Only the lines from the top of the listing below to the line that has "filter:drop-shadow(2px 0 #bdbbbd)" should be echoed, with both ends kept and pictures left out.

== DATA EXCERPTS ==

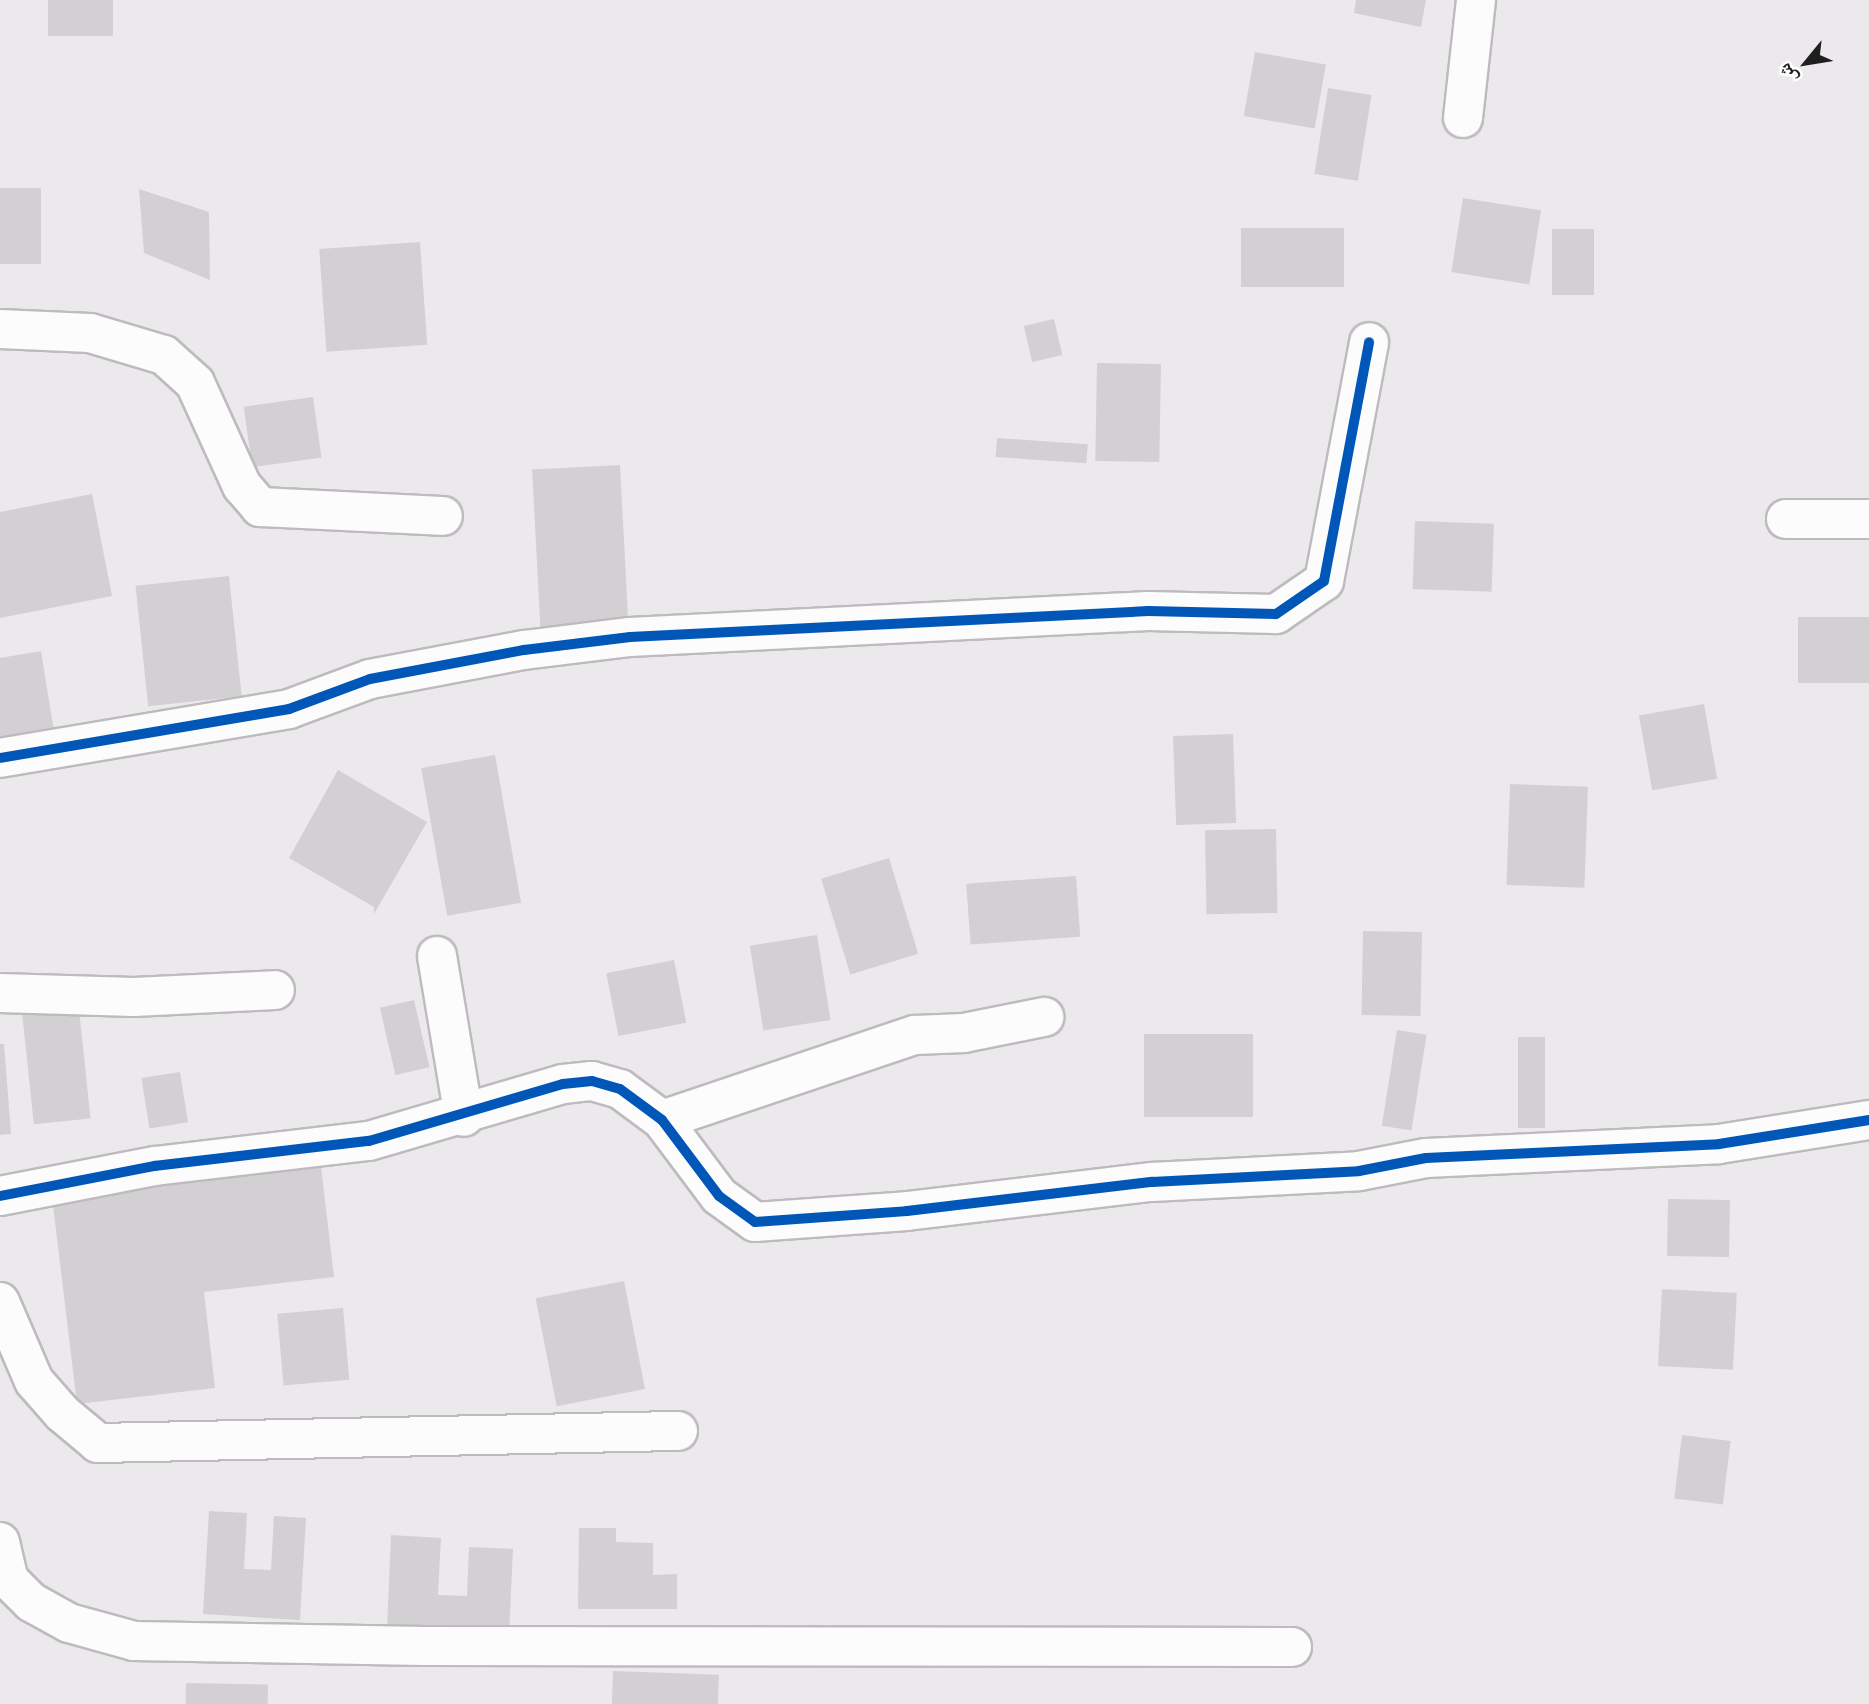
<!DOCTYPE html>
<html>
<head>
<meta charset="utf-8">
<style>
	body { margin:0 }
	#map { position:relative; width:1869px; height:1704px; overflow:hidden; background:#ece9ed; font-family:Arial,"Noto Naskh Arabic",sans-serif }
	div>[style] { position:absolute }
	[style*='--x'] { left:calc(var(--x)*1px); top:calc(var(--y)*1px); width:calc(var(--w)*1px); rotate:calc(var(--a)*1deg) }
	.building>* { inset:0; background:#d3d0d3; transform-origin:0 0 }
	.roads { filter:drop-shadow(2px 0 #bdbbbd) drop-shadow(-2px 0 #bdbbbd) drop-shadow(0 2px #bdbbbd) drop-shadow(0 -2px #bdbbbd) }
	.minor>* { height:38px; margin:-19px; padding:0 19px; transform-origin:19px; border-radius:19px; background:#fcfcfc }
	.cycleway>* { height:10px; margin:-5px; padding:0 5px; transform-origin:5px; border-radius:5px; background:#0057b8 }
	span { translate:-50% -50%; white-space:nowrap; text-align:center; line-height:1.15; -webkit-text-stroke:5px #fff; paint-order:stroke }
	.north { position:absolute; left:1771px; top:28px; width:70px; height:70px; -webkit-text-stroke:5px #fff; paint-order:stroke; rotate:240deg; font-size:19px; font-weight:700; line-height:28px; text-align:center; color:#1f1f1f }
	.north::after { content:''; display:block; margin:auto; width:24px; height:32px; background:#1f1f1f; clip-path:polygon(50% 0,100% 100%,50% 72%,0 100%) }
</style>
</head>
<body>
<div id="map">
	<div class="building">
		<div style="left:48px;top:0;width:65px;height:36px"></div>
		<div style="clip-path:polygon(1356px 0,1426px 0,1421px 27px,1354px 13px)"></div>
		<div style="left:1255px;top:52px;width:72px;height:65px;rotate:10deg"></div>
		<div style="left:1328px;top:88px;width:44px;height:87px;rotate:9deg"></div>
		<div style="left:0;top:188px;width:41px;height:76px"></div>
		<div style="clip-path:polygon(139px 189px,209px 212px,210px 280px,144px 253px)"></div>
		<div style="left:1463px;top:198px;width:79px;height:75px;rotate:9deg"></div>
		<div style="left:1241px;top:228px;width:103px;height:59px"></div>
		<div style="left:1552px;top:229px;width:42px;height:66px"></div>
		<div style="left:420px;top:242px;width:103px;height:101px;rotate:86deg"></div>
		<div style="left:1054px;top:319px;width:37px;height:31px;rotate:77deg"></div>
		<div style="left:1097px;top:363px;width:64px;height:98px;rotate:1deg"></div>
		<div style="left:313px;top:397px;width:61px;height:70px;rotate:82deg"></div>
		<div style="left:997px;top:438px;width:91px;height:19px;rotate:4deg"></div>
		<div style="left:620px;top:465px;width:166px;height:88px;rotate:87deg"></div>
		<div style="clip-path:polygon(92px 494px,112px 596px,0 618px,0 512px)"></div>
		<div style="left:1415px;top:521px;width:79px;height:68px;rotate:2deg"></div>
		<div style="left:229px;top:576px;width:121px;height:94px;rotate:84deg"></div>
		<div style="left:1869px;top:617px;width:66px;height:71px;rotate:90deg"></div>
		<div style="clip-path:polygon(41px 651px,55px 738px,0 749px,0 658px)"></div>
		<div style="left:1704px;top:704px;width:76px;height:66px;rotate:80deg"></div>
		<div style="left:1233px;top:734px;width:89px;height:60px;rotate:88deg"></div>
		<div style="left:495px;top:755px;width:150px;height:75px;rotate:80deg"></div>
		<div style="clip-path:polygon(338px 770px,427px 822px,374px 914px,374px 907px,289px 858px)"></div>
		<div style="left:1510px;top:784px;width:78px;height:101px;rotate:2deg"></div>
		<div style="left:1276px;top:829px;width:84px;height:71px;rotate:89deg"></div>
		<div style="left:889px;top:858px;width:100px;height:71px;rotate:73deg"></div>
		<div style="left:1076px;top:876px;width:61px;height:110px;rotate:86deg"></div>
		<div style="left:1363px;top:931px;width:59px;height:84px;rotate:1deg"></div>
		<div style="left:817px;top:935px;width:86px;height:68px;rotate:81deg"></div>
		<div style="left:674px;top:960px;width:64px;height:69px;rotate:79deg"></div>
		<div style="left:414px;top:1000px;width:69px;height:35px;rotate:77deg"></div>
		<div style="left:79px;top:1009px;width:110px;height:57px;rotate:84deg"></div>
		<div style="left:1397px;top:1030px;width:30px;height:97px;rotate:9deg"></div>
		<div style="left:1144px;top:1034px;width:109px;height:83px"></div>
		<div style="left:1518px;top:1037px;width:27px;height:91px"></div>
		<div style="clip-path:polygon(0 1044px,4px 1044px,11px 1134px,0 1135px)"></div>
		<div style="left:180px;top:1072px;width:51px;height:39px;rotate:81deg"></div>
		<div style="clip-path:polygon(320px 1158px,334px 1277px,204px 1292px,215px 1388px,77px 1404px,51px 1189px)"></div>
		<div style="left:1668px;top:1199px;width:62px;height:57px;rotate:1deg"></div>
		<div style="left:624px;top:1281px;width:110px;height:90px;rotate:79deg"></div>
		<div style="left:1662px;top:1289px;width:75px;height:77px;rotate:3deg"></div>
		<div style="left:343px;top:1308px;width:72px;height:66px;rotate:85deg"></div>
		<div style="left:1682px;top:1435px;width:49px;height:64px;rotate:7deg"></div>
		<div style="clip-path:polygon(209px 1511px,247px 1513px,244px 1569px,271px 1570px,274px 1516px,306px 1518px,300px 1620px,203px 1614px)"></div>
		<div style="clip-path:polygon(579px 1528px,616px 1528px,616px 1542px,653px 1543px,653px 1575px,677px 1574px,677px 1609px,578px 1609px)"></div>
		<div style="clip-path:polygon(391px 1535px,441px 1538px,438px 1595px,467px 1596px,469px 1547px,513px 1549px,509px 1635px,387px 1629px)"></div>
		<div style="left:613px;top:1671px;width:106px;height:33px;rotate:2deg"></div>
		<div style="left:186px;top:1683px;width:82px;height:21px;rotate:1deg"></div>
	</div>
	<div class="roads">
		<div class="minor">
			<div style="--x:1463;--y:118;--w:119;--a:-83.7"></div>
			<div style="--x:0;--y:329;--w:90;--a:2.5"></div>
			<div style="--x:90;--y:333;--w:77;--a:16.6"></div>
			<div style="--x:164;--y:355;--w:42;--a:42.1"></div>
			<div style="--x:195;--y:383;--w:113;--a:65.5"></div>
			<div style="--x:242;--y:486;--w:28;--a:49"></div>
			<div style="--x:260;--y:507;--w:183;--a:2.8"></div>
			<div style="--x:1786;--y:519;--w:83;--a:0"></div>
			<div style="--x:0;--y:758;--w:293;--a:-9.6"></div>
			<div style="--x:289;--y:709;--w:86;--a:-20.3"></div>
			<div style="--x:370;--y:679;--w:157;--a:-10.7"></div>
			<div style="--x:524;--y:650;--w:107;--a:-7"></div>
			<div style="--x:630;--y:637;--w:519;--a:-2.87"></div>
			<div style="--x:1148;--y:611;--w:128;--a:1.3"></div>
			<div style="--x:1276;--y:614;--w:58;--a:-34.5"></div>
			<div style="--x:1324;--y:581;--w:243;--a:-79.3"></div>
			<div style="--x:437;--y:956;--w:163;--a:80.5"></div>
			<div style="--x:0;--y:993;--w:134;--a:1.7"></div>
			<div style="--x:134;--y:997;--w:141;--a:-2.8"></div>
			<div style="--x:662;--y:1120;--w:267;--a:-18.6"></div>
			<div style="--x:915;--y:1035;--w:49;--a:-2.3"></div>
			<div style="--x:964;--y:1033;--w:82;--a:-11.3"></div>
			<div style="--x:0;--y:1196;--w:158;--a:-11"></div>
			<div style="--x:155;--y:1166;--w:215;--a:-6.7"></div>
			<div style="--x:369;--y:1141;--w:202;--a:-16.4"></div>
			<div style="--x:563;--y:1084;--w:29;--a:-6"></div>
			<div style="--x:592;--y:1081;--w:29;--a:16"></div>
			<div style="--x:620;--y:1089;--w:52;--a:36.4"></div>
			<div style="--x:662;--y:1120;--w:95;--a:53.1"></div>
			<div style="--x:719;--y:1196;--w:44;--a:35.8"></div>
			<div style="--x:755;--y:1222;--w:152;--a:-4.1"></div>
			<div style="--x:907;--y:1211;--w:247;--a:-6.8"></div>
			<div style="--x:1152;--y:1182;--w:207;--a:-3"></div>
			<div style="--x:1359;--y:1171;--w:68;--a:-11"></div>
			<div style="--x:1426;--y:1158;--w:293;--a:-2.7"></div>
			<div style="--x:1719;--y:1144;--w:152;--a:-9.1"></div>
			<div style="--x:0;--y:1302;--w:86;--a:66.7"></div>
			<div style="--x:34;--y:1381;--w:43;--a:48.8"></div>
			<div style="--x:62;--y:1413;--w:47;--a:39.8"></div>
			<div style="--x:98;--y:1443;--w:580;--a:-1.19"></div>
			<div style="--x:0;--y:1542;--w:39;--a:77"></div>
			<div style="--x:9;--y:1580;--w:31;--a:45"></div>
			<div style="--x:31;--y:1602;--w:43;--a:28.9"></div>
			<div style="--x:69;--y:1623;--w:67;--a:15.5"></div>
			<div style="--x:134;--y:1641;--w:290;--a:1"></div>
			<div style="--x:424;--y:1646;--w:868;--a:0.07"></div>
		</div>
	</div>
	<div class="cycleway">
		<div style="--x:0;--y:758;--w:293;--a:-9.6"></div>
		<div style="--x:289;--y:709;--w:86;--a:-20.3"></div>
		<div style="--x:370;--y:679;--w:157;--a:-10.7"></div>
		<div style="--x:524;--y:650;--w:107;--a:-7"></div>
		<div style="--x:630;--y:637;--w:519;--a:-2.87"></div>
		<div style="--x:1148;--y:611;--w:128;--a:1.3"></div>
		<div style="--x:1276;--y:614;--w:58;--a:-34.5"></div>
		<div style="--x:1324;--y:581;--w:243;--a:-79.3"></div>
		<div style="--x:0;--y:1196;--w:158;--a:-11"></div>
		<div style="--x:155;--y:1166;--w:215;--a:-6.7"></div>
		<div style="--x:369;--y:1141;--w:202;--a:-16.4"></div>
		<div style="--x:563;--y:1084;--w:29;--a:-6"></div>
		<div style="--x:592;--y:1081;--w:29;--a:16"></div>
		<div style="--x:620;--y:1089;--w:52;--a:36.4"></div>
		<div style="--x:662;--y:1120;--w:95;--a:53.1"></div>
		<div style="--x:719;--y:1196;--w:44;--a:35.8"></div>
		<div style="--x:755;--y:1222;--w:152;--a:-4.1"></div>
		<div style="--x:907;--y:1211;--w:247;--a:-6.8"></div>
		<div style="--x:1152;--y:1182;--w:207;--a:-3"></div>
		<div style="--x:1359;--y:1171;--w:68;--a:-11"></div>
		<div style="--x:1426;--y:1158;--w:293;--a:-2.7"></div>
		<div style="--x:1719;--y:1144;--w:152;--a:-9.1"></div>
	</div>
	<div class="north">ش</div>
</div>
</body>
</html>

===

● **YOUR RESPONSE**
<!DOCTYPE html>
<html>
<head>
<meta charset="utf-8">
<style>
	body { margin:0 }
	#map { position:relative; width:1869px; height:1704px; overflow:hidden; background:#ece9ed; font-family:Arial,"Noto Naskh Arabic",sans-serif }
	div>[style] { position:absolute }
	[style*='--x'] { left:calc(var(--x)*1px); top:calc(var(--y)*1px); width:calc(var(--w)*1px); rotate:calc(var(--a)*1deg) }
	.building>* { inset:0; background:#d3d0d3; transform-origin:0 0 }
	.roads { filter:drop-shadow(2px 0 #bdbbbd) drop-shadow(-2px 0 #bdbbbd) drop-shadow(0 2px #bdbbbd) drop-shadow(0 -2px #bdbbbd) }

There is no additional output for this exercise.